OPINION OF THE COURT
Louis York, J.Does the omission of the word "willful” invalidate section 558 (e) of the New York City Charter and render an accusatory instrument based on this section jurisdictionally defective? This is the major question before the court among the issues raised by the five defendants in two separate motions to dismiss the charges against them.
The defendants are alleged to be in control of the premises known as the Bryant Hotel in which two thirds of the residents are homeless welfare recipients housed at considerable *503public expense. The defendants are charged under sections 558 (e) and 562 of the New York City Charter for permitting, allowing, and maintaining conditions in the hotel in violation of the New York City Health Code.

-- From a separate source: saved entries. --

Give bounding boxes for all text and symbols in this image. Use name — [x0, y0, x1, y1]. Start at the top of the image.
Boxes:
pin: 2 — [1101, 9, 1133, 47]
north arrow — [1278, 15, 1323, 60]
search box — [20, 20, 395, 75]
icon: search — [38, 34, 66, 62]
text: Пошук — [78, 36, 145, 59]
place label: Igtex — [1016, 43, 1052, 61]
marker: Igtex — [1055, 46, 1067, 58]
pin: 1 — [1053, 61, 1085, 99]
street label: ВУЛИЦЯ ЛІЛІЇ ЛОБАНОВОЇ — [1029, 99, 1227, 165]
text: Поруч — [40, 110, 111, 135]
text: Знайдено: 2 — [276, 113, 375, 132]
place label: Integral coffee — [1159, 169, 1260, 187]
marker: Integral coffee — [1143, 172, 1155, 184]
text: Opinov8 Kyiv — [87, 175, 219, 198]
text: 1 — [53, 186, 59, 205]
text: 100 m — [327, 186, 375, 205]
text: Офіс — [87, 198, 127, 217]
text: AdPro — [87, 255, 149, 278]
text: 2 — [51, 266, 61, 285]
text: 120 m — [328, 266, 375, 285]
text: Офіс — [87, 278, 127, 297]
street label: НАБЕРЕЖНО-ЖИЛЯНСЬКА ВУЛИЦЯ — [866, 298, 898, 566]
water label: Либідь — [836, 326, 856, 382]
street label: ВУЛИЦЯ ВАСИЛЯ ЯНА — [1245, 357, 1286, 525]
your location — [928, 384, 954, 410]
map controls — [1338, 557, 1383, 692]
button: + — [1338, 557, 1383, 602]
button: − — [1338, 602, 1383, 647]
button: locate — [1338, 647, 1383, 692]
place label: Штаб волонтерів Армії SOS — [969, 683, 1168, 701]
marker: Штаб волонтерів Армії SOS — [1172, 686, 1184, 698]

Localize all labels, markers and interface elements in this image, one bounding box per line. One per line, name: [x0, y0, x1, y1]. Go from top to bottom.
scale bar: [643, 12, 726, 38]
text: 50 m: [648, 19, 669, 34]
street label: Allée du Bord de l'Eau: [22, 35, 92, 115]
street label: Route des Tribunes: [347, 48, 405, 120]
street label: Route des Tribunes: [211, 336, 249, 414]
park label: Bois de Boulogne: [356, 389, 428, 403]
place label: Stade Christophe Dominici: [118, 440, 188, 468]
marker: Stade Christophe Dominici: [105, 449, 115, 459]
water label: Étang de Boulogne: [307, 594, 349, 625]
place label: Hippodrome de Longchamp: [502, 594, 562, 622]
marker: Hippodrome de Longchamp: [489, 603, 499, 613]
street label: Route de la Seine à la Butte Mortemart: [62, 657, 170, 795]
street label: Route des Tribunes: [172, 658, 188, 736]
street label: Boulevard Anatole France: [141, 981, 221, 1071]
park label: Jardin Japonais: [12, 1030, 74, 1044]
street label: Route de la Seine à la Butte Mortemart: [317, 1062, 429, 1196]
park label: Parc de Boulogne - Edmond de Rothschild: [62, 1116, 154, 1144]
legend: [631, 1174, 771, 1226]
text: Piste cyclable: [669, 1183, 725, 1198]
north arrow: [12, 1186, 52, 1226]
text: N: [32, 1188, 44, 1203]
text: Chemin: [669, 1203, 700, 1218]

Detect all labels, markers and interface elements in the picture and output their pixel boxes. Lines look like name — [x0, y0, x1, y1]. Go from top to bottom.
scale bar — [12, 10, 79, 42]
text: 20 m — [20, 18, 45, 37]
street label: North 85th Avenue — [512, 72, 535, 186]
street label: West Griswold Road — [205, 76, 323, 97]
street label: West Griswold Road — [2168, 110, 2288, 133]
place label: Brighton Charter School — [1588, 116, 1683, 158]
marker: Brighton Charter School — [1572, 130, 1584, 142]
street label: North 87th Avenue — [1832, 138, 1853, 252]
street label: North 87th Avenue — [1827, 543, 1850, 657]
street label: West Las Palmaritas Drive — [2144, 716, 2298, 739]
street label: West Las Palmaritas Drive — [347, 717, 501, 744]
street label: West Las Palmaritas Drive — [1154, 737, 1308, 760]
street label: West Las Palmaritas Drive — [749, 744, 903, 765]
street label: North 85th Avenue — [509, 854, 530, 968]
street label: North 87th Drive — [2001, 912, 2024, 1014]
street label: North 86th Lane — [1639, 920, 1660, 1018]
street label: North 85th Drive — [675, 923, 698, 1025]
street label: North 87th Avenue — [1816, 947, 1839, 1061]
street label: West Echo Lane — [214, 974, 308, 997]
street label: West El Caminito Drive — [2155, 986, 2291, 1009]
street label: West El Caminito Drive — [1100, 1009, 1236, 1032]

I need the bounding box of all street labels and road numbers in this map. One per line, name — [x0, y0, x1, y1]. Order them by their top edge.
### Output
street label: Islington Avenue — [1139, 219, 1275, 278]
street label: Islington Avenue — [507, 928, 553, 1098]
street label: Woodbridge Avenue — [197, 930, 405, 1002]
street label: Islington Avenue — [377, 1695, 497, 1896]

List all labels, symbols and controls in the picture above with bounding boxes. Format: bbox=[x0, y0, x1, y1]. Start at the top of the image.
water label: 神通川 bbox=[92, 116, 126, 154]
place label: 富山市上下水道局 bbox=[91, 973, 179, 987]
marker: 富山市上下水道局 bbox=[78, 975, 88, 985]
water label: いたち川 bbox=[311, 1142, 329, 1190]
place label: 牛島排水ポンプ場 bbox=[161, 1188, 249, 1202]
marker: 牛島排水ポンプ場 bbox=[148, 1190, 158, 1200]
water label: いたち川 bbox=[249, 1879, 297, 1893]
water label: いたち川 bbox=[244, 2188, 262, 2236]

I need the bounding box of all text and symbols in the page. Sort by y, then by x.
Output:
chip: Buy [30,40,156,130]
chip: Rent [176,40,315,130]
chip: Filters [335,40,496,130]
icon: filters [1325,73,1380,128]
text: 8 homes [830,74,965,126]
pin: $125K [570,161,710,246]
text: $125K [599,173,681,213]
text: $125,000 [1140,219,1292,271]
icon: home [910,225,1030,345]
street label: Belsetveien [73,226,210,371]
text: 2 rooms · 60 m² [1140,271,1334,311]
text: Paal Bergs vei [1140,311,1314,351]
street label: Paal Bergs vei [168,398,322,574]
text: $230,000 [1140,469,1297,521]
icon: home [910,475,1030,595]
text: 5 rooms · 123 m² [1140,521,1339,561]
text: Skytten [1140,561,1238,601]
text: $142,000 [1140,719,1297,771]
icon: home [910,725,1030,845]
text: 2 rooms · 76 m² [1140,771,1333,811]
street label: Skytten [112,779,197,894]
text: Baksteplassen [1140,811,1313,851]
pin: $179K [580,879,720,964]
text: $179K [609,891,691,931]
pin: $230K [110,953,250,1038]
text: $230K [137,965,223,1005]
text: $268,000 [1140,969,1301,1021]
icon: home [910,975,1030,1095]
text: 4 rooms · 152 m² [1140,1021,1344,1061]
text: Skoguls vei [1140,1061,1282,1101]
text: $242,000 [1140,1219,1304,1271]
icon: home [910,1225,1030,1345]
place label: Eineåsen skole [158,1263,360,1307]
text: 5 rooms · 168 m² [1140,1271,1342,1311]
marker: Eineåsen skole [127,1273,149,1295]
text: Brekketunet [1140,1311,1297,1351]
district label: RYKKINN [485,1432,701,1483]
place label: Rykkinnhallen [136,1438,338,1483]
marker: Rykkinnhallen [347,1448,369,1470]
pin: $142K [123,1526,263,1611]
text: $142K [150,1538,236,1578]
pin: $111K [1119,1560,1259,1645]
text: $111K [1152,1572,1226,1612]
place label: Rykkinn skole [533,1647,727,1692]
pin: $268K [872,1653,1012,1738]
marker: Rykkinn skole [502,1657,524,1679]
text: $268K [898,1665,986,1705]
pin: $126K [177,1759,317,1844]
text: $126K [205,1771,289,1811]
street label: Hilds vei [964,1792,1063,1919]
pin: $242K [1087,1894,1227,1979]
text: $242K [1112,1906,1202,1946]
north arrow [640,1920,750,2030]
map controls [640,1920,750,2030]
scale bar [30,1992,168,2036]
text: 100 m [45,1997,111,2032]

Specifically, the conditions alleged to exist in the hotel include roach infestation and rat and mice excreta in violation of section 151.03 of the New York City Health Code; maintaining a nuisance by lack of window stops (guards) or improperly installed window stops in violation of section 3.11 of the New York City Health Code; and numerous allegations of unsafe and unsanitary conditions such as falling ceilings, crumbling plaster, peeling paint, defective plumbing and a general state of filth and disrepair in violation of section 131.01 of the New York City Health Code.
THE MOTIONS TO DISMISS
The defendants’ main contention is that the information is jurisdictionally defective and must be dismissed because it is based on sections 558 (e) and 562 of the New York City Charter which are inconsistent with State law (Public Health Law § 12-b) and, therefore, invalid. Since the People have agreed to dismiss the charges under section 562 of the New York City Charter, its validity is no longer before the court and will not be addressed here.
Section 558 (e) of the New York City Charter is the penalty provision for violations of the New York City Health Code. It provides in pertinent part: "Any violation of the health code shall be treated and punished as a misdemeanor.”
Section 12-b (1) of the Public Health Law provides in pertinent part: "A person who wilfully violates or refuses or omits to comply with any lawful order or regulation prescribed by any local board of health or local health officer, is guilty of a misdemeanor”.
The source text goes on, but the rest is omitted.